Companies have played the same game. Hungarian firms have increasingly funded their operations with U.S. dollar, Swiss franc and euro liabilities. Turkish businesses have also borrowed heavily abroad. Tim Lee of Pi Economics reckons that Turkish corporate foreign liabilities have climbed to $120 billion, or about 17 percent of GDP.
There are few places in which to hide from the credit crunch. Eastern Europe must now face the consequences of its credit binge. The position of countries such as Hungary, for example, is not enviable. It needs to attract capital flows to cover a current-account deficit equivalent to 5.5 percent of GDP, according to a recent IMF projection. Short-term interest rates were raised a percentage point earlier this year, to 8.5 percent. However, high interest rates have depressed consumer confidence as economic growth has slowed.

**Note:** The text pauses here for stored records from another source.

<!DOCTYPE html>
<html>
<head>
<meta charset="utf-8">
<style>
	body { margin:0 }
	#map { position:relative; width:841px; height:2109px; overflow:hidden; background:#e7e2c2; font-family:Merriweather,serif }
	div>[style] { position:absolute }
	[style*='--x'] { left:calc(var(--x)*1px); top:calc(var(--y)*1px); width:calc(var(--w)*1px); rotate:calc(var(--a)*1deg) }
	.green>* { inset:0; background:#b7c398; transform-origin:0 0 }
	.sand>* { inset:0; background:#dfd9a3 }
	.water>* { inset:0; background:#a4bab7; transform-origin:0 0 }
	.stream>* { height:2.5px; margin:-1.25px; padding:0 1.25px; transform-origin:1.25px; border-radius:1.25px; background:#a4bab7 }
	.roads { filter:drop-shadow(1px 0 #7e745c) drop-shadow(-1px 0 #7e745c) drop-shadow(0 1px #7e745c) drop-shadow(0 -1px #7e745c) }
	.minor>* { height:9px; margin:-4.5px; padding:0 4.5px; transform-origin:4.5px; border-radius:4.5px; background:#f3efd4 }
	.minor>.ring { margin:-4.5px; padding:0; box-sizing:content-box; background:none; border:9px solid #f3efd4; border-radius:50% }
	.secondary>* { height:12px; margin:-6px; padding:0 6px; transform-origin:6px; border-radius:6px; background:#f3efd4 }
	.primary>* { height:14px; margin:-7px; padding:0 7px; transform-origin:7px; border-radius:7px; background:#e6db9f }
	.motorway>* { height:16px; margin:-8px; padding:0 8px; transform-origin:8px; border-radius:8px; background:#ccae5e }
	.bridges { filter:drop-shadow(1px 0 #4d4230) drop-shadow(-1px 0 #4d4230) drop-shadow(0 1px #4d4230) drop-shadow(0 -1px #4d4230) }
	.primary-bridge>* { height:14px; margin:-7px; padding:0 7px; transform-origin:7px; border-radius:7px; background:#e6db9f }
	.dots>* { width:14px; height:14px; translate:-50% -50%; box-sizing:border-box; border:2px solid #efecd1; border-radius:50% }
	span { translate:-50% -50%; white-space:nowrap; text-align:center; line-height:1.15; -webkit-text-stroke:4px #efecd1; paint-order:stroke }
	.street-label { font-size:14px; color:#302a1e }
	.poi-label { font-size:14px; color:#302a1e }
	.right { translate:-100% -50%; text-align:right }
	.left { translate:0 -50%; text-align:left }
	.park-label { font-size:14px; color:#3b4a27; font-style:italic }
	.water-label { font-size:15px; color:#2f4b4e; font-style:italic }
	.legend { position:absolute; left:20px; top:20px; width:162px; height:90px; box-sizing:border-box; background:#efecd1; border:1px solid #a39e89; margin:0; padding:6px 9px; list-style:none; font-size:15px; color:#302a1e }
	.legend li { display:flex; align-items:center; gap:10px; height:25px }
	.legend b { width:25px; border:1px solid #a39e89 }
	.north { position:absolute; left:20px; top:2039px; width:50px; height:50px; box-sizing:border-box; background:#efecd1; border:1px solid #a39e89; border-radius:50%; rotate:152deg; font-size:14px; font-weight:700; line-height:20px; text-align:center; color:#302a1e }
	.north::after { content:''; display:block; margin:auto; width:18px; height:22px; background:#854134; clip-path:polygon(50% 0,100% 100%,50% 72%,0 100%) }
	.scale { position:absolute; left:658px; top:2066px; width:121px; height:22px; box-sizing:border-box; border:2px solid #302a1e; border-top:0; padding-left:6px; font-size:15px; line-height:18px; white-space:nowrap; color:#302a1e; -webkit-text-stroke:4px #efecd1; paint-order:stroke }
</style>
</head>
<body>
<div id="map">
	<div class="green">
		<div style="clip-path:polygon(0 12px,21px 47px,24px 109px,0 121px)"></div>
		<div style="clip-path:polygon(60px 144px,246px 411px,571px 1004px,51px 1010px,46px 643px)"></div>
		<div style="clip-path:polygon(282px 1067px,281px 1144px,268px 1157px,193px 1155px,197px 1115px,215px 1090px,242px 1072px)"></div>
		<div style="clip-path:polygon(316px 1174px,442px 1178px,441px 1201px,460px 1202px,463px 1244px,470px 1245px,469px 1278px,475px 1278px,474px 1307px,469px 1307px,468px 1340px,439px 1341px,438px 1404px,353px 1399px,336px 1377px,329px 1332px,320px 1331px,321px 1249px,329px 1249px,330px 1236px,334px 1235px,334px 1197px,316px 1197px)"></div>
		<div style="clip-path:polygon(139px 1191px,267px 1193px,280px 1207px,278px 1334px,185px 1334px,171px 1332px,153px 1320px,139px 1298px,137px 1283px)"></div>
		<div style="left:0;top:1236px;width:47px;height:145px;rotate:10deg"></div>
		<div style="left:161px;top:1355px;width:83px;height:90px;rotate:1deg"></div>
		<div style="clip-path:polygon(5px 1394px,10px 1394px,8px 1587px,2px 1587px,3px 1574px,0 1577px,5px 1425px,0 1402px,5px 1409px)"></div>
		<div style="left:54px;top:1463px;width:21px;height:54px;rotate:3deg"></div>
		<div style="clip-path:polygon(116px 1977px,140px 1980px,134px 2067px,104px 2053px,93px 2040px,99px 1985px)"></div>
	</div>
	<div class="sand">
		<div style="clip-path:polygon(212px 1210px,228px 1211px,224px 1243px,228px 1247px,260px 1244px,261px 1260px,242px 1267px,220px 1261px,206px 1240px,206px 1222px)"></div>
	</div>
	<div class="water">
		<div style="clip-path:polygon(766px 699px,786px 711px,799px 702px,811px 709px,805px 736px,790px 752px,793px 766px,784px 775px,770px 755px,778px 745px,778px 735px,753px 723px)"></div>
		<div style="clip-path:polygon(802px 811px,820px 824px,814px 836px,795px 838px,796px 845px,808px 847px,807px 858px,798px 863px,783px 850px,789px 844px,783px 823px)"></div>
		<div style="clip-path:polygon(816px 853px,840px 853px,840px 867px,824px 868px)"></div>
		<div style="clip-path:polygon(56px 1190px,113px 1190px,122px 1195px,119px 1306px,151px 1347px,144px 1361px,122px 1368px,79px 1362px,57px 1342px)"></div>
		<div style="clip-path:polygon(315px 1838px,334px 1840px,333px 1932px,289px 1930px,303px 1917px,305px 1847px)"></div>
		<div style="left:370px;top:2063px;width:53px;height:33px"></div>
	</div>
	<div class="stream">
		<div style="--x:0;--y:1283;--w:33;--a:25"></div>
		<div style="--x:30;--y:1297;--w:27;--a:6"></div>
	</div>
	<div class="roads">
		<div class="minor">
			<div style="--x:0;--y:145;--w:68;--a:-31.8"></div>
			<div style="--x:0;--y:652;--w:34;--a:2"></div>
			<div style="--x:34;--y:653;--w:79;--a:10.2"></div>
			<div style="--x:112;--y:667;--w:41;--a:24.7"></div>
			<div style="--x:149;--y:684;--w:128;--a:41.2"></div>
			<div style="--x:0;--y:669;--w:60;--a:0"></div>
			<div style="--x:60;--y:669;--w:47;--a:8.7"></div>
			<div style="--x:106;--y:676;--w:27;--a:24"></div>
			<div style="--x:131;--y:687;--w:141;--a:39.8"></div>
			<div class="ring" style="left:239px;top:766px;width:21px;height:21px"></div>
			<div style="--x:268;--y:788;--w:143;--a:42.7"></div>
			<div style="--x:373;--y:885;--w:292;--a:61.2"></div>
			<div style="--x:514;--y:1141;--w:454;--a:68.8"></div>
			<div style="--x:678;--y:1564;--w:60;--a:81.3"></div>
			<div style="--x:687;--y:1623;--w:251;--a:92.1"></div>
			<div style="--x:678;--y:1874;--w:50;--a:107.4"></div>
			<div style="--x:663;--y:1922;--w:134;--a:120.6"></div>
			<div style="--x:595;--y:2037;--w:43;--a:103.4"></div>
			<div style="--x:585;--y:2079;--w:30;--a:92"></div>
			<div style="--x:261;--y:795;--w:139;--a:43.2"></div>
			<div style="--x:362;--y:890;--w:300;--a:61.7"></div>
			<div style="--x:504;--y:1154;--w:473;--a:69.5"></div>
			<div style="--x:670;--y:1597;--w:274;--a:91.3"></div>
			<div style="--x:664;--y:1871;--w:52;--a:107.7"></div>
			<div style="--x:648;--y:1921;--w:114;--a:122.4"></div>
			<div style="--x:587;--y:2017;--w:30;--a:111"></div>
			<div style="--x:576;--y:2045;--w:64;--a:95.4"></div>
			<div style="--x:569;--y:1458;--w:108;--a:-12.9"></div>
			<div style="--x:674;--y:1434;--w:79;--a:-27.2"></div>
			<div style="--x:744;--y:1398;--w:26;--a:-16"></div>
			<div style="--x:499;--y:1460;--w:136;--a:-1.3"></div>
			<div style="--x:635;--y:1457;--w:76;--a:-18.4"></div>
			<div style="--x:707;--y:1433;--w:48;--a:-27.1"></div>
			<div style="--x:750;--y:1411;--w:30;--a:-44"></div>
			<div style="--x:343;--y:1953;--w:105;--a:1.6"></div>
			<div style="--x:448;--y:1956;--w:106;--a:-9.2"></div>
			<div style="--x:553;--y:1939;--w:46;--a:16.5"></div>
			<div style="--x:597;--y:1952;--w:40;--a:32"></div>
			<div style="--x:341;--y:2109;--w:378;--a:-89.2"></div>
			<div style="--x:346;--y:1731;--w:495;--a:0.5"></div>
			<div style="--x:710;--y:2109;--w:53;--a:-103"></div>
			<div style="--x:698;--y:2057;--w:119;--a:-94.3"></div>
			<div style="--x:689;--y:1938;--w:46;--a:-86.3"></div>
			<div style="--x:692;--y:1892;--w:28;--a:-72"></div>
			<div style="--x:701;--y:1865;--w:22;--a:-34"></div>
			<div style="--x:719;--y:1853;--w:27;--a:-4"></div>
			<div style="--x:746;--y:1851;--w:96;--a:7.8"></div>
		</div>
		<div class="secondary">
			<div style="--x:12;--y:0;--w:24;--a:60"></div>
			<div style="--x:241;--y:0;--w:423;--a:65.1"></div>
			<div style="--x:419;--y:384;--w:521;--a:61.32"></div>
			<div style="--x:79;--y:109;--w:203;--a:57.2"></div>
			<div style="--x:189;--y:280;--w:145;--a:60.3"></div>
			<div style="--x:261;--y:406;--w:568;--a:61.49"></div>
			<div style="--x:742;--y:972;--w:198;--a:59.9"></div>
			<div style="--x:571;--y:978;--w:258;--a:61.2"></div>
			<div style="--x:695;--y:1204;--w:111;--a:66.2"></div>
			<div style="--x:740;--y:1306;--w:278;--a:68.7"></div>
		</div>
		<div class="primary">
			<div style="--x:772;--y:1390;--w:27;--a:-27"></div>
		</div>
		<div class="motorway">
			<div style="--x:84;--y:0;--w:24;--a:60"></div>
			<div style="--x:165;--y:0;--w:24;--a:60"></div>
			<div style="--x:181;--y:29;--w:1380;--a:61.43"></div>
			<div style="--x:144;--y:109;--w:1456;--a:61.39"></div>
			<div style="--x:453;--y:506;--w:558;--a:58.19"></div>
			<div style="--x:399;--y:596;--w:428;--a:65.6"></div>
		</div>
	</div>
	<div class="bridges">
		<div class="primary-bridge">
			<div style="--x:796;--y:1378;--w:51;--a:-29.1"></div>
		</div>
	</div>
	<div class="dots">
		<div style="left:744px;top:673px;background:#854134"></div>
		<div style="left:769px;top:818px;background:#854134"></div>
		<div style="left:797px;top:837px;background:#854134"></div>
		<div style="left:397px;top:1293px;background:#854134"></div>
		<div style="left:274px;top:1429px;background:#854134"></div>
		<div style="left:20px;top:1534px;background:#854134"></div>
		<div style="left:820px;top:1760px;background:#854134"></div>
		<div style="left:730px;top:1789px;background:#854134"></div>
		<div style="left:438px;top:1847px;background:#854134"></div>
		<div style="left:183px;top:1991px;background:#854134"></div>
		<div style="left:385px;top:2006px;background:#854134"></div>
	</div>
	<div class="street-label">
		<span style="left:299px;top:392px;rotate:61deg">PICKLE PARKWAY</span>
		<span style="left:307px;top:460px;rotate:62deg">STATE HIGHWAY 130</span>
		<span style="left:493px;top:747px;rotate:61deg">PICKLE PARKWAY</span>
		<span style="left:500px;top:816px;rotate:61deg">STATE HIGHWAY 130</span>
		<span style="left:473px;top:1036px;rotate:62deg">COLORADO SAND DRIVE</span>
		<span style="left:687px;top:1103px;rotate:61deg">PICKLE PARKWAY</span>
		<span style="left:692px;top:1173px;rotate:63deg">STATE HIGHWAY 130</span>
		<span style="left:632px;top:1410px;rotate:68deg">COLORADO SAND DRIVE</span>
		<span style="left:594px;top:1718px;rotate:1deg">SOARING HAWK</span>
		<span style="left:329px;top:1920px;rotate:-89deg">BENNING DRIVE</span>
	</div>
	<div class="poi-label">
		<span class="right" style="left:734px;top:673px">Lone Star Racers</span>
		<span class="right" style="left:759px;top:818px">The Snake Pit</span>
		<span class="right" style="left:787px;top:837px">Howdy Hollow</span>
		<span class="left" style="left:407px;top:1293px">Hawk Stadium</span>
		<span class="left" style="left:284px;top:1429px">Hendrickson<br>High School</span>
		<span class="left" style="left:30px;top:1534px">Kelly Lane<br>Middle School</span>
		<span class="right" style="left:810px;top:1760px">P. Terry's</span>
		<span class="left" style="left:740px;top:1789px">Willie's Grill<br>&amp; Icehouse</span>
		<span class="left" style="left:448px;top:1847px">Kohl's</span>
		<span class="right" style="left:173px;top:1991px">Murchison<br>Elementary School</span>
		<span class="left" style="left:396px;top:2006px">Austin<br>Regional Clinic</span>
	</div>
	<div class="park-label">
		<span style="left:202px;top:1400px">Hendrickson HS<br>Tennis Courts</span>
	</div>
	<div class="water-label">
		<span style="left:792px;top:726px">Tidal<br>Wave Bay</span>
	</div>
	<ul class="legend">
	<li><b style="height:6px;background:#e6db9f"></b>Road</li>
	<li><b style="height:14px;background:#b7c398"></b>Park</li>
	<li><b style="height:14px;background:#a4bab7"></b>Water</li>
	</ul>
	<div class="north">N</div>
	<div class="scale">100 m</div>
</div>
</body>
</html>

Despite access to cheap foreign loans, Hungarian households currently expend nearly 15 percent of their income on servicing their mortgages, which isn’t much below what American homeowners stump up. However, nearly half these loans are in foreign currencies, so the outstanding debt will increase if the forint declines. Policymakers in Budapest are caught between a rock and a hard place. Continued high rates could depress economic activity, hurting household income over time. But low rates might weaken the currency, creating balance-sheet problems for foreign currency mortgage borrowers.
The unwinding of emerging Europe’s carry trade may not be far away. U.S. investment banks have been important intermediaries for global capital flows. September’s events have further weakened the surviving Wall Street firms, which are no longer in a position to fund the currency carry trades on their own balance sheets. Japanese banks have been another major source of foreign currency loans, but several of them were badly burnt by the fall of Lehman Brothers. EU banks have been the largest providers of loans to Eastern Europe. But the euro zone has its own problems, and its banks have recently been shrinking their stock of foreign assets.
The credit crisis is set to shrink Asia’s trade surpluses. Global liquidity — as measured by the growth of central bank reserves — has already started to turn down. This means there will be fewer resources to fund carry trades. Eastern Europe could be hurt by any further weakness in the oil market. After oil prices collapsed in the early 1980s, the supply of petrodollars dried up, which left many Latin American borrowers unable to roll over their debts. A recent IMF working paper warns that history could repeat itself. “An unwinding of global imbalances — including through a drop in oil prices,” writes IMF researcher Johannes Wiegand, “could entail substantial risks for some emerging markets, by drying up sources of funding . . . In contrast to the 1970s and ’80s, the bulk of vulnerable countries is not in Latin America but in emerging Europe.”
If currency turbulence comes to the region, then the Western banks that provided foreign currency loans would be on the hook. Sweden’s Riksbank has warned that the country’s banks face “significant losses” from their exposure to the Baltic states. As far as the rest of Eastern Europe is concerned, one country’s banking system looks most vulnerable. Austrian banks have dominated the surge of foreign currency loans to former regions of the Habsburg Empire. Credit Anstalt brought the Great Depression’s financial crisis to Central Europe. Viennese banks may find themselves playing a similar role as the current disaster unfolds.
Edward Chancellor is the author of Devil Take the Hindmost and a senior member of GMO’s asset allocation team.